**Work to complete**:
Copy every entry exactly as it stands, though any image it holds should stay out of the copy.

== Data provided

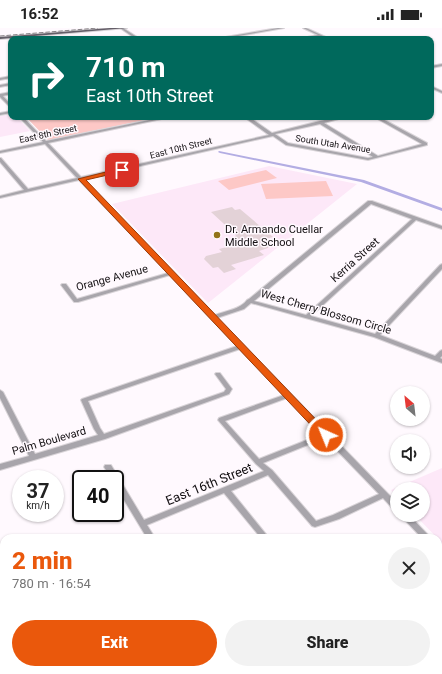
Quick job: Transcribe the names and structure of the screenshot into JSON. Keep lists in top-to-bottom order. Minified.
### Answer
{"streets":{"street":["East 8th Street","South Utah Avenue","East 10th Street","Kerria Street","Orange Avenue","West Cherry Blossom Circle","Palm Boulevard","East 16th Street"]},"crossings":[["South Utah Avenue","East 10th Street"],["Kerria Street","West Cherry Blossom Circle"]],"places":["Dr. Armando Cuellar Middle School"],"north":"top left","page":{"status":"16:52","turn":["710 m","East 10th Street"],"speed":"37 km/h","limit":"40","heading":["2 min","780 m · 16:54"],"buttons":["Exit","Share"]}}
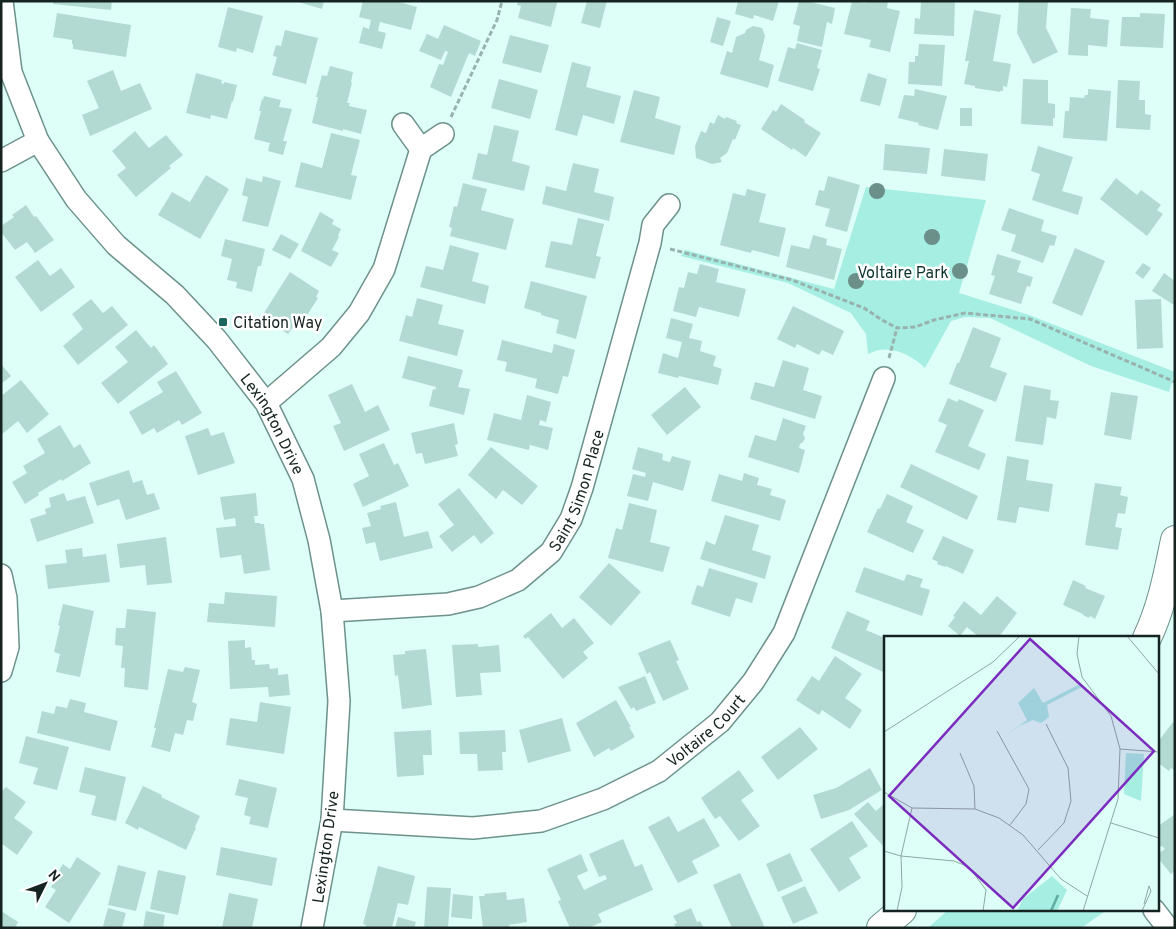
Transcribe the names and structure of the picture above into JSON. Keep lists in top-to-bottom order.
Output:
{
  "streets": {
    "street": ["Lexington Drive", "Saint Simon Place", "Voltaire Court"]
  },
  "crossings": [
    ["Lexington Drive", "Saint Simon Place"],
    ["Lexington Drive", "Voltaire Court"]
  ],
  "parks": ["Voltaire Park"],
  "places": {
    "transit": ["Citation Way"]
  },
  "north": "top right"
}
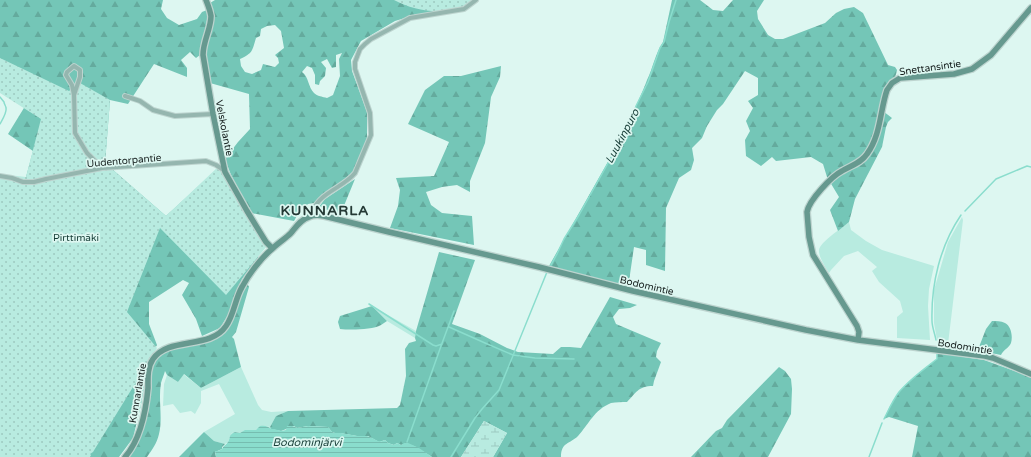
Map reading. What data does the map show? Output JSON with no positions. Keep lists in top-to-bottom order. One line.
{"streets":{"street":["Snettansintie","Velskolantie","Uudentorpantie","Bodomintie","Kunnarlantie"]},"crossings":[["Snettansintie","Bodomintie"],["Velskolantie","Uudentorpantie"],["Velskolantie","Kunnarlantie"]],"districts":["KUNNARLA"],"water":["Luukinpuro","Bodominjärvi"],"parks":["Pirttimäki"]}
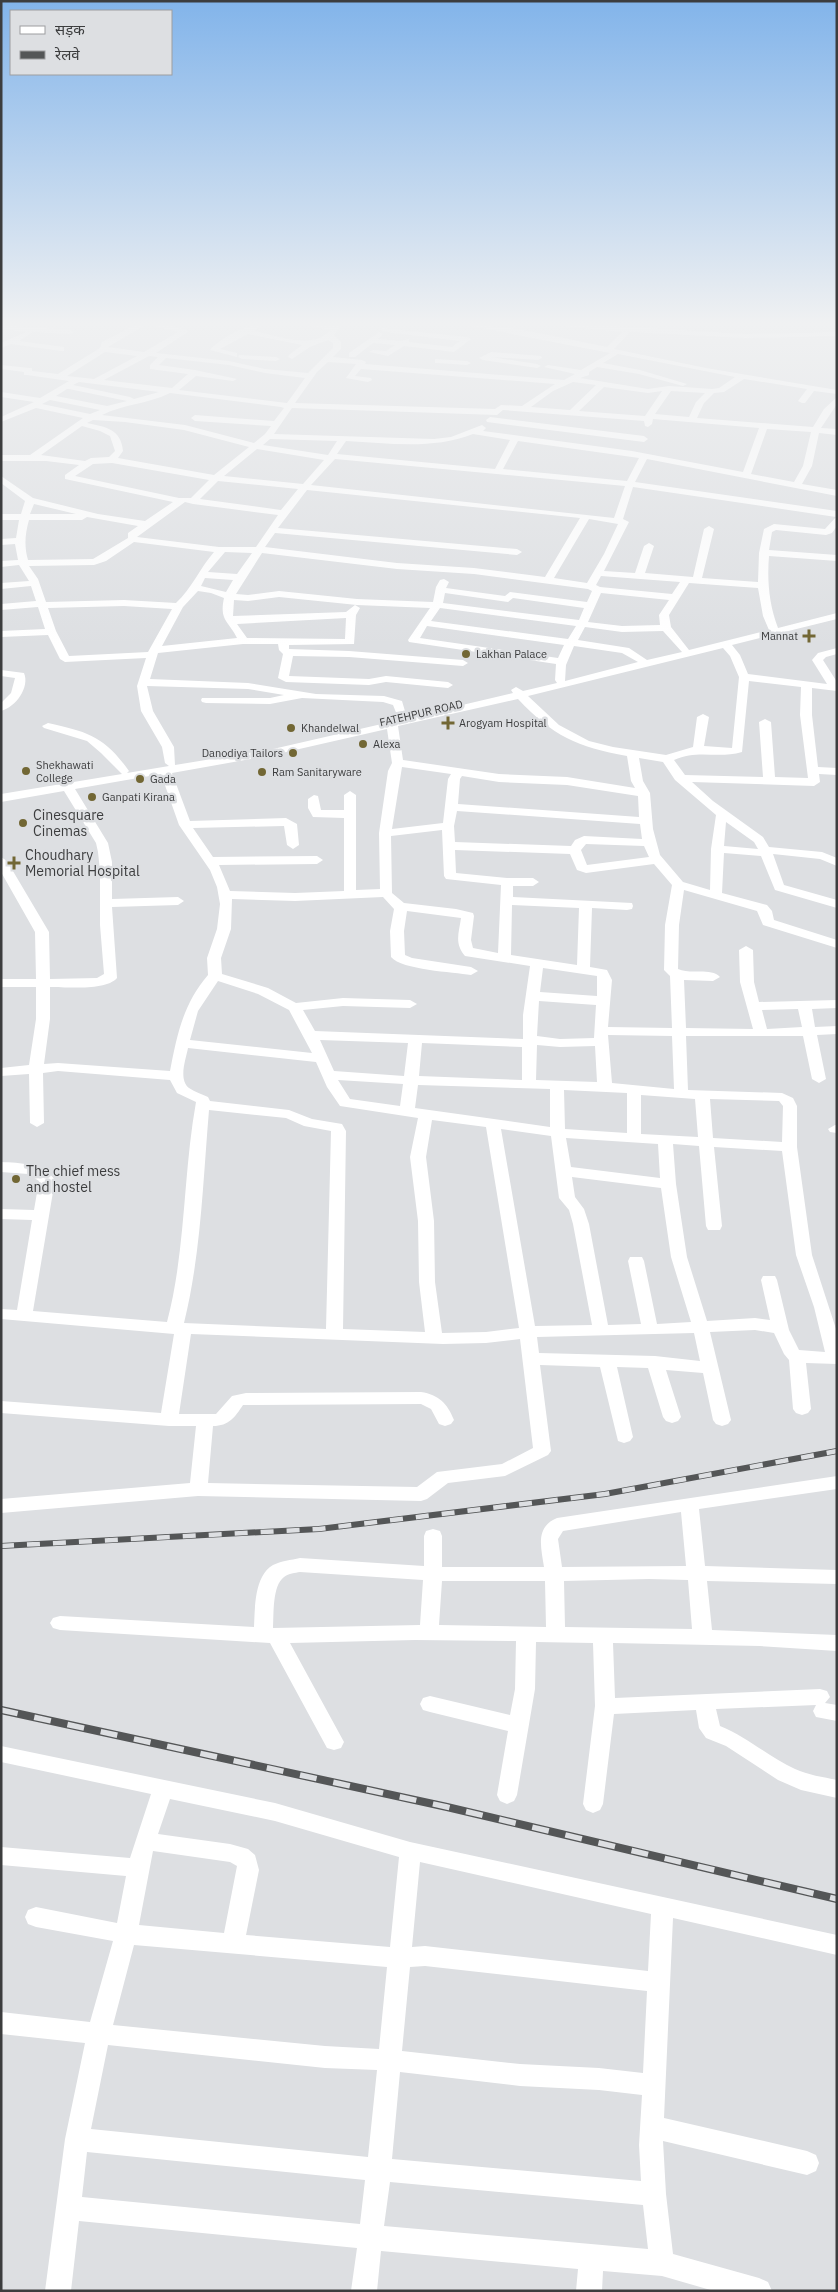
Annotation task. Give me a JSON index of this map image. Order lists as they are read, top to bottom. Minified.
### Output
{"places":{"health":["Mannat","Arogyam Hospital","Choudhary Memorial Hospital"],"other":["Lakhan Palace","Khandelwal","Alexa","Danodiya Tailors","Shekhawati College","Ram Sanitaryware","Gada","Ganpati Kirana","Cinesquare Cinemas","The chief mess and hostel"]},"legend":["सड़क","रेलवे"]}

====

**Result**:
Quick job: Transcribe the names and structure of the screenshot into JSON. Keep lists in top-to-bottom order. Minified.
### Answer
{"streets":{"street":["East 8th Street","South Utah Avenue","East 10th Street","Kerria Street","Orange Avenue","West Cherry Blossom Circle","Palm Boulevard","East 16th Street"]},"crossings":[["South Utah Avenue","East 10th Street"],["Kerria Street","West Cherry Blossom Circle"]],"places":["Dr. Armando Cuellar Middle School"],"north":"top left","page":{"status":"16:52","turn":["710 m","East 10th Street"],"speed":"37 km/h","limit":"40","heading":["2 min","780 m · 16:54"],"buttons":["Exit","Share"]}}
Transcribe the names and structure of the picture above into JSON. Keep lists in top-to-bottom order.
Output:
{
  "streets": {
    "street": ["Lexington Drive", "Saint Simon Place", "Voltaire Court"]
  },
  "crossings": [
    ["Lexington Drive", "Saint Simon Place"],
    ["Lexington Drive", "Voltaire Court"]
  ],
  "parks": ["Voltaire Park"],
  "places": {
    "transit": ["Citation Way"]
  },
  "north": "top right"
}
Map reading. What data does the map show? Output JSON with no positions. Keep lists in top-to-bottom order. One line.
{"streets":{"street":["Snettansintie","Velskolantie","Uudentorpantie","Bodomintie","Kunnarlantie"]},"crossings":[["Snettansintie","Bodomintie"],["Velskolantie","Uudentorpantie"],["Velskolantie","Kunnarlantie"]],"districts":["KUNNARLA"],"water":["Luukinpuro","Bodominjärvi"],"parks":["Pirttimäki"]}
Annotation task. Give me a JSON index of this map image. Order lists as they are read, top to bottom. Minified.
### Output
{"places":{"health":["Mannat","Arogyam Hospital","Choudhary Memorial Hospital"],"other":["Lakhan Palace","Khandelwal","Alexa","Danodiya Tailors","Shekhawati College","Ram Sanitaryware","Gada","Ganpati Kirana","Cinesquare Cinemas","The chief mess and hostel"]},"legend":["सड़क","रेलवे"]}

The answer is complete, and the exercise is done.